Even as Iran's boisterous leader (but not supreme leader) President Mahmoud Ahmadinejad is in New York for the opening of the U.N. Assembly this week, and already causing some local controversy here staying at a luxury Manhattan hotel, his country is apparently opening a new front in its anti-U.S. proclivities - The Oscars. An Iranian official said his country should boycott the 2013 Academy Awards and not submit a film for Best Foreign-language consideration due to the anti-Islam video Innocence of Muslims which rocketed the Muslim world since its debut on YouTube earlier this month.

Iranian cinema has won accolades at festivals around the world for some time now. The government has jailed various filmmakers there, most notably Jafar Panahi (Crimson Gold). Last year, fellow Iranian filmmaker Asghar Farhadi won the Academy Award for Best Foreign-Language film for A Separation, a first for a filmmaker from that country.

But now, Iran's filmmaking community may be shut out of the Oscars - at least in the foreign-language category - if the country's head of its government-controlled cinema agency has his way. Javad Shamaghdari said the committee that oversees selection of Iran's choice for the Oscar category should "avoid" doing so, according to A.P., which quoted Iran's semi-official Mehr news agency.
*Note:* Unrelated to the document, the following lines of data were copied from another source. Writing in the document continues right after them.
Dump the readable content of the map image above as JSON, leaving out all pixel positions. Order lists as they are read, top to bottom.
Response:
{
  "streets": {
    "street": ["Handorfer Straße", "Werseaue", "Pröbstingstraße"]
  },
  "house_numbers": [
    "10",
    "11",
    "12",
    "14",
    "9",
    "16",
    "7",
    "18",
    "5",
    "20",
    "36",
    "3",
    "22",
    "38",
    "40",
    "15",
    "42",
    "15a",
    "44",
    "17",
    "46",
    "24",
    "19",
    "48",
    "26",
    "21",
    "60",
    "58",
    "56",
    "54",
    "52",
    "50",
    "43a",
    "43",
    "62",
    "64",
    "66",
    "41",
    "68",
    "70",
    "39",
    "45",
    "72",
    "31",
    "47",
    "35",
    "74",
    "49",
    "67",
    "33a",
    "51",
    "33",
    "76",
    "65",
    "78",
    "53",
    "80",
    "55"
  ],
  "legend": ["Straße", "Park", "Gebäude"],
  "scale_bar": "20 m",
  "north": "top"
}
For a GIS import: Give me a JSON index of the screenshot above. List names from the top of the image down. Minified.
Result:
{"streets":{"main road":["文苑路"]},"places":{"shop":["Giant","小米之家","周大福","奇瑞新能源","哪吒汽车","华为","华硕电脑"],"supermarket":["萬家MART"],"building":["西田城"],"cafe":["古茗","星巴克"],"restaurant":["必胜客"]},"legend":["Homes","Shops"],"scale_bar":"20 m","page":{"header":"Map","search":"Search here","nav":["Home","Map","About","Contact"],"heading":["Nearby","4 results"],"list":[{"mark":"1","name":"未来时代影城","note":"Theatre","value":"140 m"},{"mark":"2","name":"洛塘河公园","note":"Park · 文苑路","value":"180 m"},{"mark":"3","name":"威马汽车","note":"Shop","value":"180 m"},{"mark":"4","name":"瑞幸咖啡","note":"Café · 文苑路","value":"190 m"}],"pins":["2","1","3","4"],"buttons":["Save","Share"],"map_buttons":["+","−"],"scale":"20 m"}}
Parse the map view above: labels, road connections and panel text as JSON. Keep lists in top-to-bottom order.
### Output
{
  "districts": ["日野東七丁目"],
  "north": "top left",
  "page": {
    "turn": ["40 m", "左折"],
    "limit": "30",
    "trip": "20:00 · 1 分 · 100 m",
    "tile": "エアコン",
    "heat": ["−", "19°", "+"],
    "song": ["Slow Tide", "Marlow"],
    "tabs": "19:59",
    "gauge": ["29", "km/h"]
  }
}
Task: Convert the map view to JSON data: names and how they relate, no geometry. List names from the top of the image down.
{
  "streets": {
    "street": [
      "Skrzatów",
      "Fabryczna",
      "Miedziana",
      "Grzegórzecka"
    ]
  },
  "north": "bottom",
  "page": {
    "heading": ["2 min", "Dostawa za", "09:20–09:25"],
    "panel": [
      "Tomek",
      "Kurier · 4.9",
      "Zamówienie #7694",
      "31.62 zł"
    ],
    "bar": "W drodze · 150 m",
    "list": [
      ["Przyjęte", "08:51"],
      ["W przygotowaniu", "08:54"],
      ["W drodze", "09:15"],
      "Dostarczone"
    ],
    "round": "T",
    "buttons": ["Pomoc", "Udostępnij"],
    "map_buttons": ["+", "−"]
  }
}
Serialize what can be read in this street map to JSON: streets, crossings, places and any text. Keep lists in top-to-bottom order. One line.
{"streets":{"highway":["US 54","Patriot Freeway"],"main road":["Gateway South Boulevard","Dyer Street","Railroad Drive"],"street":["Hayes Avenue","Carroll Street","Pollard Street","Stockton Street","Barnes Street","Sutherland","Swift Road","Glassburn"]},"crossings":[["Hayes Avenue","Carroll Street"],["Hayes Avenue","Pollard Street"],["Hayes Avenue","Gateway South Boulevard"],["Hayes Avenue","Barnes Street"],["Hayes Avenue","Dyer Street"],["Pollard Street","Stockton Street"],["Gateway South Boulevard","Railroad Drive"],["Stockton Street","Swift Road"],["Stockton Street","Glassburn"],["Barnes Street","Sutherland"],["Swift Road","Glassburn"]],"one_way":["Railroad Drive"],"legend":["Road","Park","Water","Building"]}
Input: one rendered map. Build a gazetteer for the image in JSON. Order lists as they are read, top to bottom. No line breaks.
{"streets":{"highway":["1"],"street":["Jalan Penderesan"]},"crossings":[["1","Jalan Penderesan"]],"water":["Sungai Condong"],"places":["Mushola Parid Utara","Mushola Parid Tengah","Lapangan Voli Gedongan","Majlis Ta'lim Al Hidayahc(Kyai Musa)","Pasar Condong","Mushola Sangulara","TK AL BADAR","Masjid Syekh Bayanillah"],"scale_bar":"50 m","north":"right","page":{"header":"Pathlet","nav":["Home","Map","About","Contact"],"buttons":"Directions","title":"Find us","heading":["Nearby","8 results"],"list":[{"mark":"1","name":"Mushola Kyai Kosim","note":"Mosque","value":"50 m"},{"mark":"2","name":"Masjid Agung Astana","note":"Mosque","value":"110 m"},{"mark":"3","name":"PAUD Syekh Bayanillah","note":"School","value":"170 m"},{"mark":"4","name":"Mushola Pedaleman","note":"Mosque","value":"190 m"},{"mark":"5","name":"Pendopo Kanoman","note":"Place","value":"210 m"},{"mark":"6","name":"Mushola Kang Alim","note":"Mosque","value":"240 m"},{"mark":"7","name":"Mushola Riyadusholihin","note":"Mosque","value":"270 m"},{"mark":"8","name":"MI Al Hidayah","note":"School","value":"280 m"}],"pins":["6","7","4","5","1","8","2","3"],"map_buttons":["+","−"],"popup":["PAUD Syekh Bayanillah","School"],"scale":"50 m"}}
The committee had already identified Ye Habbeh Ghand (A Cube of Sugar), which centers on a family wedding that turns into a funeral after the groom's relative dies, to represent Iran's choice at the Oscars in February. The government still needs to give its consent for the title to move forward.

Shamaghdari said the a boycott of the Oscars should take place until the Academy denounces Innocence of Muslims, the once-little noticed video that has resulted in major clashes outside U.S. missions throughout the Islamic world, killing at least 51 people including the U.S. ambassador to Libya. Shamaghdari has in the past pulled Iranian films from festivals worldwide.

After Farhadi's win earlier this year, Iranian officials praised the Academy Award triumph for A Separation, especially since it took the prize over an Israeli film also vying in the category. Some nationalists, however, denounced what they saw as a less than rosy view of Iranian life portrayed in the film, which involves a marriage falling apart.